La crise climatique actuelle touche disproportionnellement les populations marginalisées. Ce qui demande de nous organiser pour bâtir des stratégies de résilience qui priorisent les soins et protègent les groupes vulnérables. Le festival Brûlances qui se déroule présentement offre quelques pistes.
Parfois l’ironie prend des airs de fatalité, il me semble.
Les feux de forêt se multiplient et menacent de raser le pays d’un océan à l’autre. Après avoir dominé le ciel la semaine dernière, le soleil se cache maintenant derrière un nuage de fumée, ne laissant paraître qu’un halo inquiétant aux airs de fin du monde.
Et c’est à ce moment que commence la première édition de Brûlances, le festival qui reprend la tradition de la défunte Radical Queer Semaine. Plutôt ironique.
Une programmation festive, évidemment, mais surtout axée sur la communauté et ses pratiques qui se déroule principalement au Centre culturel George-Vanier du 7 au 11 mai.
Une invitation au partage et à l’action dans un contexte d’urgence face à la catastrophe écologique et sociale qui nous pend au bout du nez.

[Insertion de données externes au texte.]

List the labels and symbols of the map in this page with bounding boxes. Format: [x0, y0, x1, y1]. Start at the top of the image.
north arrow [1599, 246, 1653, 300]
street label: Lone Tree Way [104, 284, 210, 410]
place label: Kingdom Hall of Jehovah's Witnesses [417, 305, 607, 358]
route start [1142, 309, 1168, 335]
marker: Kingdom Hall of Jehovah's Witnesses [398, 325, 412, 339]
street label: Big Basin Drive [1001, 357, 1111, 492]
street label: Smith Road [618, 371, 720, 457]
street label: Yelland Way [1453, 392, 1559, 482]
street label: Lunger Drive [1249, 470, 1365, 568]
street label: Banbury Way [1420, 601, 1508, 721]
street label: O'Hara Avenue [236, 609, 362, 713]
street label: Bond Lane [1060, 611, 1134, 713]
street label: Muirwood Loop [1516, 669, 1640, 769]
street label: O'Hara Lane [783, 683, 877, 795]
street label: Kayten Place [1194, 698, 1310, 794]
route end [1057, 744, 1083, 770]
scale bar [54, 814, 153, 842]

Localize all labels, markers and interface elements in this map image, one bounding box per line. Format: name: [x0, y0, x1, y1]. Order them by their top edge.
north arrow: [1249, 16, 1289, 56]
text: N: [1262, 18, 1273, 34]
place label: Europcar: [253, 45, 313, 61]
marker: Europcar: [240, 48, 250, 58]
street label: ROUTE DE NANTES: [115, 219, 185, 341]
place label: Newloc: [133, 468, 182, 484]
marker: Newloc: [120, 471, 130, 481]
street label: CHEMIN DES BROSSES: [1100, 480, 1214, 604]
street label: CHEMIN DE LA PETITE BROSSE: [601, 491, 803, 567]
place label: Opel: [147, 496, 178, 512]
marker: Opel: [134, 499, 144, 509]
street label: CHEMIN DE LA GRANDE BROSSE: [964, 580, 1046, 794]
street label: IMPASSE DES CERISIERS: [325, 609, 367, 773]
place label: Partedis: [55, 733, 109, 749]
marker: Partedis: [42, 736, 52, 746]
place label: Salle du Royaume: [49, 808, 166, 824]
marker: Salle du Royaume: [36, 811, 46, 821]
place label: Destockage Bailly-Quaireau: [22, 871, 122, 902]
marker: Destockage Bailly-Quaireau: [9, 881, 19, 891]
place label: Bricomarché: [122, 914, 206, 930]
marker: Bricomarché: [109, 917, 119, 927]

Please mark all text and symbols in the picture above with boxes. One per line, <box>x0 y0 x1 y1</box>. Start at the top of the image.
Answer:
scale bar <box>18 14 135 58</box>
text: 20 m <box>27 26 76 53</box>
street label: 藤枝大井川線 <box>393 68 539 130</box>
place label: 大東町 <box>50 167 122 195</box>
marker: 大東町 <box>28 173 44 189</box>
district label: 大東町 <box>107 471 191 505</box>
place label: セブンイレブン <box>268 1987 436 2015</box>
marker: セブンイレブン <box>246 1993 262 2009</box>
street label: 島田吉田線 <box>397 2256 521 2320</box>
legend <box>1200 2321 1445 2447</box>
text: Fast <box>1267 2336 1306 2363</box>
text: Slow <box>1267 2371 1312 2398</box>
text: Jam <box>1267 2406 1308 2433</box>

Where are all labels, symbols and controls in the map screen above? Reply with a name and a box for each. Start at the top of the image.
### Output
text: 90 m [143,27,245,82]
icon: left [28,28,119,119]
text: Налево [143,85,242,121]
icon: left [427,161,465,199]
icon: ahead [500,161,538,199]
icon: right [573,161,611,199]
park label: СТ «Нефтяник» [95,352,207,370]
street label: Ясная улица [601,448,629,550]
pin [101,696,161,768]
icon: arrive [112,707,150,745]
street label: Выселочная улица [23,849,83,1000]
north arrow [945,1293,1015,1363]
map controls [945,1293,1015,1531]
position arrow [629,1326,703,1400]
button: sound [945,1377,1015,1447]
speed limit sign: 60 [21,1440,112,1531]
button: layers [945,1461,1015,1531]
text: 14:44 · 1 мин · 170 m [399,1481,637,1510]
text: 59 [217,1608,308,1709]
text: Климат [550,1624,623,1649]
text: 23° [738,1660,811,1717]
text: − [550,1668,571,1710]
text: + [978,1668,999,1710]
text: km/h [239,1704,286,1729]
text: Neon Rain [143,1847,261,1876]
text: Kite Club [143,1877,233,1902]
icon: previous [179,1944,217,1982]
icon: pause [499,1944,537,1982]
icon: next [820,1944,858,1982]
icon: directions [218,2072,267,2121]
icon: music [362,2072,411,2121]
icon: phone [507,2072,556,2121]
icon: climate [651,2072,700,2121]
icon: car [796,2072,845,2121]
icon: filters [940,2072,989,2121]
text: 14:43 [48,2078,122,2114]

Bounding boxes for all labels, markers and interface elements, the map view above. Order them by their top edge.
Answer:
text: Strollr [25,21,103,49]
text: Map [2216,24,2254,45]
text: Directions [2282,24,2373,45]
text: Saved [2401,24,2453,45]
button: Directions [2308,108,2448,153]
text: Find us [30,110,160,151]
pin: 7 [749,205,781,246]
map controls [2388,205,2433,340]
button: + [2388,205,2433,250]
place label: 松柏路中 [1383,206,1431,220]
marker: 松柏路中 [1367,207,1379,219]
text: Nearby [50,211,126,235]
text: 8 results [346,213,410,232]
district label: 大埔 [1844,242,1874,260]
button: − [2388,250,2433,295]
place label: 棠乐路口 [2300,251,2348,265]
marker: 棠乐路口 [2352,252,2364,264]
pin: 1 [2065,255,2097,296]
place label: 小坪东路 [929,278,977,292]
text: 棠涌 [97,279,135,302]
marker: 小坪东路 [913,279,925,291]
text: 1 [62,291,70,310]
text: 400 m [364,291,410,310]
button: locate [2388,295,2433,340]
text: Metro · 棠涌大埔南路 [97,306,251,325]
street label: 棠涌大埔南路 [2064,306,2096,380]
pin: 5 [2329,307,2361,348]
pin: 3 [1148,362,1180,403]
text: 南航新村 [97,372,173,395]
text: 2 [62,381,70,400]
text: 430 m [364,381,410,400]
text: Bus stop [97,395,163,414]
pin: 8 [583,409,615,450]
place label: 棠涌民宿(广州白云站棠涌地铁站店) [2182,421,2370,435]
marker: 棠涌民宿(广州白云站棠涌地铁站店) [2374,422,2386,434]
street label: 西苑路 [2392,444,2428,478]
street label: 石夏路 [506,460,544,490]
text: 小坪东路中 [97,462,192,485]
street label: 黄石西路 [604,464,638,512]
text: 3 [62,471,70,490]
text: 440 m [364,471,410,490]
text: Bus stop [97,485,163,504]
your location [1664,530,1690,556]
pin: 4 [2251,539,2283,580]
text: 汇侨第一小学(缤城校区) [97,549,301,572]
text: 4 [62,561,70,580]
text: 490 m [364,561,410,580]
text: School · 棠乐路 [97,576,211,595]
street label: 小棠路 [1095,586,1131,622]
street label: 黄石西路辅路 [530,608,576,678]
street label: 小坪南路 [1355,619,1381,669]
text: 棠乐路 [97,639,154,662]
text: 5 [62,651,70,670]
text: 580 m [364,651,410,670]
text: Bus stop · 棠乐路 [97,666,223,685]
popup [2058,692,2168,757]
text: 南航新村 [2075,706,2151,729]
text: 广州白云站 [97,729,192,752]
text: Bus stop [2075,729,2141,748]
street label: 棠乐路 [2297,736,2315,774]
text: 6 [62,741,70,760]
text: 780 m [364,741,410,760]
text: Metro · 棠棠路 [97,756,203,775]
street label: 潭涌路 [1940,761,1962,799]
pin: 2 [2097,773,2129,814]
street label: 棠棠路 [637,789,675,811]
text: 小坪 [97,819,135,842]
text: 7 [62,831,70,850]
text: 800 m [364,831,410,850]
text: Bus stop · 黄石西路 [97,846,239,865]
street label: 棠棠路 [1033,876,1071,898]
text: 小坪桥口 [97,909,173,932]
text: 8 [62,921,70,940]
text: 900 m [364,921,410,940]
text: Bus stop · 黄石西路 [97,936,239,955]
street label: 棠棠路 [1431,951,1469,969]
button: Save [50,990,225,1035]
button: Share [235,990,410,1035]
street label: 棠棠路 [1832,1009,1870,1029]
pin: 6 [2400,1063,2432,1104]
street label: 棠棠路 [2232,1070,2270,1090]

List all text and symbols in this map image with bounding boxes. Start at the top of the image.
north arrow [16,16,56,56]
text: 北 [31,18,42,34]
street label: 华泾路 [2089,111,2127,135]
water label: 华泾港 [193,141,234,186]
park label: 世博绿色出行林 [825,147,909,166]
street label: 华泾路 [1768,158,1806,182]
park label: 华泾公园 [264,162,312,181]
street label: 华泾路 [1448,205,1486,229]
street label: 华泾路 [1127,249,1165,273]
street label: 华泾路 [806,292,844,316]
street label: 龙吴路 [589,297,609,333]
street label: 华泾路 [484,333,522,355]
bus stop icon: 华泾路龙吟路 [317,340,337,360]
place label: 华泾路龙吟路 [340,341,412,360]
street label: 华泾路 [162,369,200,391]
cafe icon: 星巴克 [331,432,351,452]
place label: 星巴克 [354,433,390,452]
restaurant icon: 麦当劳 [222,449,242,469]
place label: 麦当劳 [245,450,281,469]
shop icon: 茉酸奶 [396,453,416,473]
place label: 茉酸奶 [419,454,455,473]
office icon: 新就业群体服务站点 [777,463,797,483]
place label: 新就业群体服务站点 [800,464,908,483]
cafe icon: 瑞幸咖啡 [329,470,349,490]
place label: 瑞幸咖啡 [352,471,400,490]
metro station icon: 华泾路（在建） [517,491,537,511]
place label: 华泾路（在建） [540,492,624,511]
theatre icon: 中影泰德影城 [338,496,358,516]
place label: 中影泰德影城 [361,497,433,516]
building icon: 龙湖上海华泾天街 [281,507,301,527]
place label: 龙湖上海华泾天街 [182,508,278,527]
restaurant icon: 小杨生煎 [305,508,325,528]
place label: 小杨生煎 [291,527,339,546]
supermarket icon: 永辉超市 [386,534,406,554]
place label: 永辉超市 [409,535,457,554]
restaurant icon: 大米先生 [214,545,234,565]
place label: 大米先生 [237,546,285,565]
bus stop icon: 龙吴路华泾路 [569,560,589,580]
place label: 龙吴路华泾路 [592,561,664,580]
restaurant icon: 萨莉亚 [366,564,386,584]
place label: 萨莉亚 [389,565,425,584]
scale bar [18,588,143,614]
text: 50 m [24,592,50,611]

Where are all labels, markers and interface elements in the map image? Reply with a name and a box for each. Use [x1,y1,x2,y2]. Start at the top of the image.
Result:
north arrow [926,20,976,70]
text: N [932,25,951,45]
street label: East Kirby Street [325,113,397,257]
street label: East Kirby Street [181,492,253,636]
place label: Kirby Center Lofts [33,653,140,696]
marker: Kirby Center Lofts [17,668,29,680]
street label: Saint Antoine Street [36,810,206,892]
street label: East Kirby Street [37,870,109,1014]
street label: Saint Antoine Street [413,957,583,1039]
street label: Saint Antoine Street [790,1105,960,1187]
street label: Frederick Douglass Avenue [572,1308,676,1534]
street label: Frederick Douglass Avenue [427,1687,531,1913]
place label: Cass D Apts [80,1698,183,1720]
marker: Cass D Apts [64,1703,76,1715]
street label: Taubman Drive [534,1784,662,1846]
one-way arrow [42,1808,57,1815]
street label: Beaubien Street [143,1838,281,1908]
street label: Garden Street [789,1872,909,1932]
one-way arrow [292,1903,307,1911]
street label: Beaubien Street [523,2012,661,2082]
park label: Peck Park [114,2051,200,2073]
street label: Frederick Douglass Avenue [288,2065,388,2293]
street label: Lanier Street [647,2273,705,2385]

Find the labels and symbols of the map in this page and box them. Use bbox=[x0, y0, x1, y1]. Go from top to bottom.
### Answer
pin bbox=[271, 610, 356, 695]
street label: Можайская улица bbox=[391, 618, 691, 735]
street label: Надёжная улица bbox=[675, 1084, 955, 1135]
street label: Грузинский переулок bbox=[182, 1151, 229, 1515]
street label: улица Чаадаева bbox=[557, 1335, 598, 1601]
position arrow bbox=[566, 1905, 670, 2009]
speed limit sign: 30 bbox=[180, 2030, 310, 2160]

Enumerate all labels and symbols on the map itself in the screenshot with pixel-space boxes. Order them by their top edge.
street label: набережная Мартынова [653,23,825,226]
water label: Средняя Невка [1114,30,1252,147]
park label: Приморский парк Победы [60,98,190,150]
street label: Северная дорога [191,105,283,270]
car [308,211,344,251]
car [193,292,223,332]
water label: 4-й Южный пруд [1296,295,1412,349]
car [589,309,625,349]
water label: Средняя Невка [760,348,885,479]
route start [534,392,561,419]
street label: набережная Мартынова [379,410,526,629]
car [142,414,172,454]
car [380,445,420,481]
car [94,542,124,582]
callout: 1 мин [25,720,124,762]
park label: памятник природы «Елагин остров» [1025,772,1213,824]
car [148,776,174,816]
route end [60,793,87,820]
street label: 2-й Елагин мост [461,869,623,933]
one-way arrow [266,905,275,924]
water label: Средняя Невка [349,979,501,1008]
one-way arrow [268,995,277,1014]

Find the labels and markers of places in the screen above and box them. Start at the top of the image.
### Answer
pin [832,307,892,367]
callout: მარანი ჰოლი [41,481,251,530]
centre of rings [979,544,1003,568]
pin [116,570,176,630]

Une invitation au soin, aussi, avec des ateliers sur l’autoérotisme, le consentement et le queer embodiment, par exemple.
Une invitation à l’échange intergénérationnel qui est encore si difficile et combien nécessaire, des décennies après que la crise du SIDA ait décimé cette génération qui n’a pas eu – ou trop peu – le temps de nous enseigner à vivre. Il y a des luttes importantes à mener pour les aîné·es, qui n’ont pas rien à voir avec la déclaration du comité d’organisation du festival concernant le port du masque d’ailleurs.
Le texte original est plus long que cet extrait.